Perhaps the most interesting part of the whole experience was when he hit the small gong at the end of my session.  Doing.  He warned me that when I heard that sound, our time together was complete.

He thanked me for my patronage and swiftly left the room.  Another ninja move.

I sat up on my bruised tail and sipped my raspberry water.

What a lovely day it has been, I thought.

UBER

uber

When DJ went to college, I told her I would pay for four things:

  1. Her tuition, room and board
  2. Her books
  3. Her transportation
  4. A set amount of spending money each semester

Numbers 1, 2 and 4 have worked out well.  Perhaps I should gave given a bit more clarity around number 3.

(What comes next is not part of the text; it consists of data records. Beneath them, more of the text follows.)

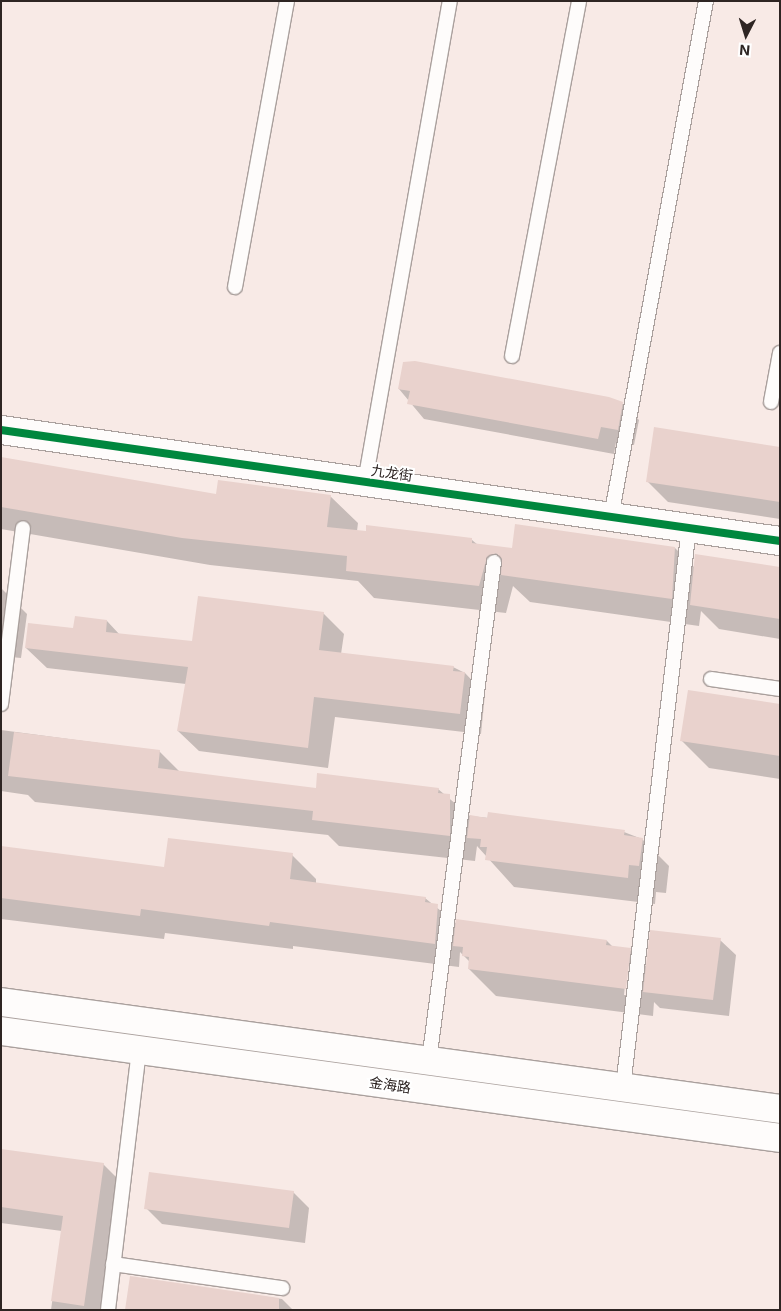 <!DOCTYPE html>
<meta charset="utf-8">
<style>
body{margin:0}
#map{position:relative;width:781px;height:1311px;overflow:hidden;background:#f8eae6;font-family:Inter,"Noto Sans SC",sans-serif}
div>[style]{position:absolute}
.shadow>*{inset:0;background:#0003}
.building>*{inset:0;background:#e9d2cd}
.roads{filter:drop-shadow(1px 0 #aaa09d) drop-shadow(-1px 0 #aaa09d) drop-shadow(0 1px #aaa09d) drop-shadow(0 -1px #aaa09d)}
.lane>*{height:14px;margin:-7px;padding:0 7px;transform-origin:7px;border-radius:7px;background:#fefcfb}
.street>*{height:28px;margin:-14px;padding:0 14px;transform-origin:14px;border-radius:14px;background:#fefcfb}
.secondary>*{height:28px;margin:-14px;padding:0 14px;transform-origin:14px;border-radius:14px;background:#fefcfb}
.cycleway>*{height:8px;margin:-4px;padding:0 4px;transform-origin:4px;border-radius:4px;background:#00873e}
span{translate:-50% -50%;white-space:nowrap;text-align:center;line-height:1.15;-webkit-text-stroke:4px #fff;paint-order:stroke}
.street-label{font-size:14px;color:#2e2523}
.frame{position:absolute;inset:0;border:2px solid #2e2523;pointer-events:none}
.north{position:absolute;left:721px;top:10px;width:50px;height:50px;-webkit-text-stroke:4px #fff;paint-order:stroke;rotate:185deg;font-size:14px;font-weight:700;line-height:20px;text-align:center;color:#2e2523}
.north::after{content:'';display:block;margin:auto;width:18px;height:22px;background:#2e2523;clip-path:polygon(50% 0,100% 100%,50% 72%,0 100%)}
</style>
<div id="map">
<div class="shadow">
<div style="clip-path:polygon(399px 389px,623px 404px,639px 420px,634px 445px,616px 442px,614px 454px,424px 419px)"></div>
<div style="clip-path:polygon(780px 448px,780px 519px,668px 502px,647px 481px)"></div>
<div style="clip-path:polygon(1px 460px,217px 495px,330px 496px,358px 523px,357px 531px,472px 540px,478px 545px,513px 550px,675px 548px,695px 568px,780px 569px,780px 639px,719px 629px,701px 611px,699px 626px,530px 602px,513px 586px,506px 613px,374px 598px,358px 581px,210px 565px,1px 529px)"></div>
<div style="clip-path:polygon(1px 588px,27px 614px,21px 658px,1px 656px)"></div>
<div style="clip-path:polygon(323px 613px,344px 634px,341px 654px,453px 667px,465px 673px,485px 694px,481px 734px,335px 717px,328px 768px,199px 751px,178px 731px,186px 684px,47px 668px,26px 648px,107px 621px,120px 635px,194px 643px)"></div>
<div style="clip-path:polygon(780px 705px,780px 779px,709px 768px,682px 741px)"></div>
<div style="clip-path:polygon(1px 730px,159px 751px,180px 772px,317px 789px,438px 789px,470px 816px,624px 832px,642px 839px,669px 866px,666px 893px,656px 892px,655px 904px,514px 887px,477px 846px,475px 861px,339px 846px,328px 835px,35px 802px,28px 795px,1px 791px)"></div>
<div style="clip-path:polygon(evenodd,1px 847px,165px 868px,292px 855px,316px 879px,316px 884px,425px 898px,457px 924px,607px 941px,613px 947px,630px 950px,647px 967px,720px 940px,736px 955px,729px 1016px,660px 1008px,654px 1002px,653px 1016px,496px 996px,469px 969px,470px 962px,460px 952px,459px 967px,293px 946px,293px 949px,165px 933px,164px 939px,1px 919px,1px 847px,627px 964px,630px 967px,626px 995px,624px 995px,627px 964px)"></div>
<div style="clip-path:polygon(1px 1152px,103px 1164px,123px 1184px,105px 1310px,51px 1310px,62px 1231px,1px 1223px)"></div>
<div style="clip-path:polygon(293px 1192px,309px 1208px,305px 1243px,162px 1224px,146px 1208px)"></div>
<div style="clip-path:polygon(131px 1278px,282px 1299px,293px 1310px,127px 1310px)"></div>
</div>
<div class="building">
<div style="clip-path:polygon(415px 361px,609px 397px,623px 402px,618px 430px,601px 427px,598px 439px,407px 404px,410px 391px,398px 389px,403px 362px)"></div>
<div style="clip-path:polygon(654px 427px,780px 447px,780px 502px,646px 482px)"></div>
<div style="clip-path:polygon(1px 457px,216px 494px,218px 480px,331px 495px,327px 527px,366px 531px,366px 525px,472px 538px,472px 543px,512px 548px,515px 524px,675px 547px,672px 599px,501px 575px,502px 559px,496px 553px,487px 557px,479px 586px,346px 571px,347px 556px,182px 538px,1px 507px)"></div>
<div style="clip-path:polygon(695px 554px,780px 567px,780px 619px,690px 605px)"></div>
<div style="clip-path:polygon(198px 596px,324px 612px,319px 650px,454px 666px,453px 671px,465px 672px,460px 714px,314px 697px,308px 748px,177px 731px,188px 667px,25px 648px,28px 623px,73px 628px,75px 616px,107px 620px,106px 632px,192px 641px)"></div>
<div style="clip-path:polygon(688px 690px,780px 704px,780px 756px,680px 741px)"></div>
<div style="clip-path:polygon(14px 732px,160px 750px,158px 768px,316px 788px,317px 773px,439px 788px,438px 793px,450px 794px,450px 836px,312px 820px,313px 811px,8px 776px)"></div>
<div style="clip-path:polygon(488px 812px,625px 830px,624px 835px,643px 838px,639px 866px,629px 865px,628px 878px,485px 860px,487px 847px,480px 847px,481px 839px,467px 838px,470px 815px,487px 818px)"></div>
<div style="clip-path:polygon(168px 838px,293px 853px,290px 879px,426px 897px,425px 902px,438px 904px,435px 944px,270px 922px,269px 926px,141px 909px,140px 916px,1px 898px,1px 846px,164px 867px)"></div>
<div style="clip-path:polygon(456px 919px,607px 940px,606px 945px,631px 948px,626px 989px,468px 969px,469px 957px,462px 956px,463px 947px,453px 946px)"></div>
<div style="clip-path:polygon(650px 930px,721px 938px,713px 1000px,643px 992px)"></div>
<div style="clip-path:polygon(1px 1149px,104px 1163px,84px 1306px,51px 1301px,63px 1216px,1px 1207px)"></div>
<div style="clip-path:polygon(149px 1172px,294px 1191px,289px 1228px,144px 1209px)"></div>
<div style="clip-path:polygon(130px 1276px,279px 1298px,279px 1310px,125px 1310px)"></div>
</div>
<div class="roads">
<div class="lane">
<div style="left:235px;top:287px;width:291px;rotate:-79.7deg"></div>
<div style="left:512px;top:356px;width:361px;rotate:-79.3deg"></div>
<div style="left:771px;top:402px;width:50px;rotate:-79.6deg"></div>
<div style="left:365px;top:482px;width:488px;rotate:-80deg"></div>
<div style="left:611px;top:517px;width:525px;rotate:-79.57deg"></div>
<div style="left:711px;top:679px;width:70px;rotate:8.2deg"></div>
<div style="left:1px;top:704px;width:177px;rotate:-82.9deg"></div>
<div style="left:429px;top:1061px;width:503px;rotate:-82.58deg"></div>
<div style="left:623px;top:1087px;width:563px;rotate:-83.27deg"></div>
<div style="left:113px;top:1264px;width:171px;rotate:8.1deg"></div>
<div style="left:108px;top:1310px;width:262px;rotate:-83.2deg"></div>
</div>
<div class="street">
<div style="left:1px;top:430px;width:787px;rotate:8.11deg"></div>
</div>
<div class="secondary">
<div style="left:1px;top:1002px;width:786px;rotate:7.82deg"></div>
<div style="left:1px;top:1031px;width:786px;rotate:7.82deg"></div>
</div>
</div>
<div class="cycleway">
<div style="left:1px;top:430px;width:787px;rotate:8.11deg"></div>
</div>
<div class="street-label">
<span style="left:392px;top:473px;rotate:8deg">九龙街</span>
<span style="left:390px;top:1085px;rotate:8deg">金海路</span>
</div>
<div class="frame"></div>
<div class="north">N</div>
</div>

What I meant by “I will cover your transportation” was that I would get her back and forth from school.  It’s a 4.5 hour drive one way.  Sometimes I drop her off or pick her up.  Sometimes she flies.  And sometimes she takes the train.  Yes.  I cover those expenses.  I want her to come home – often.  So I’ll pay.

I also figured, up in DC, that she might buy a Metro card to ride the train to Target or to, I don’t know, Mount Vernon.  I am happy to cover that OCCASIONAL expense.

She took our initial conversation in a different direction…

The UBER direction.

Apparently my credit card is attached to her Uber account, and I just received the bill.

In one month, she charged 18 Uber rides.  She also charged seven “car shares” and one $14 Metro ride.  I don’t even know what a “car share” is.  What I do know is that one shared a car to Maryland on November 17 for $35.75 and another shared a ride back on November 18 for $28.88.  Who in the heck was she spending the night with in a different state?  She says it was a Camp Seafarer reunion.  Yada, yada, yada.  I don’t care if she was spending the night with the Pope… he needs to pick her up from campus in his large white window filled bus.

I asked her, “Are you taking Uber across campus to class?  You can’t do that!  You must walk!  That’s part of the college experience.”

She told me she once went to the zoo, and it was educational.

“Well what about the other 17 rides?”

“Dad, there are two charges for every one destination.  You ride there AND back.”

She did have a point.

She then explained that it could have been worse.  She has often been using UberPOOL which sticks you in a car with complete strangers allowing you to split the cost.  In fact, she forwarded me an email she received from email@uber.com.  It said, and I quote,

WOW!  You’re pretty savvy.  By choosing to ride UberPOOL, you saved $95.55 in 2016.  

She should have forwarded that to me because she didn’t save anything by using UberPOOL.  Cause she didn’t pay for Uber.  I DID!!  We had over $180 worth of transportation charges in the month of November.  AHHHH.

I didn’t know I was going to have to include Uber in my monthly expenditures.  Jimini Christmas!  These girls are slowly breaking me into little, bitty pieces.  I’m a shell of the man I used to be.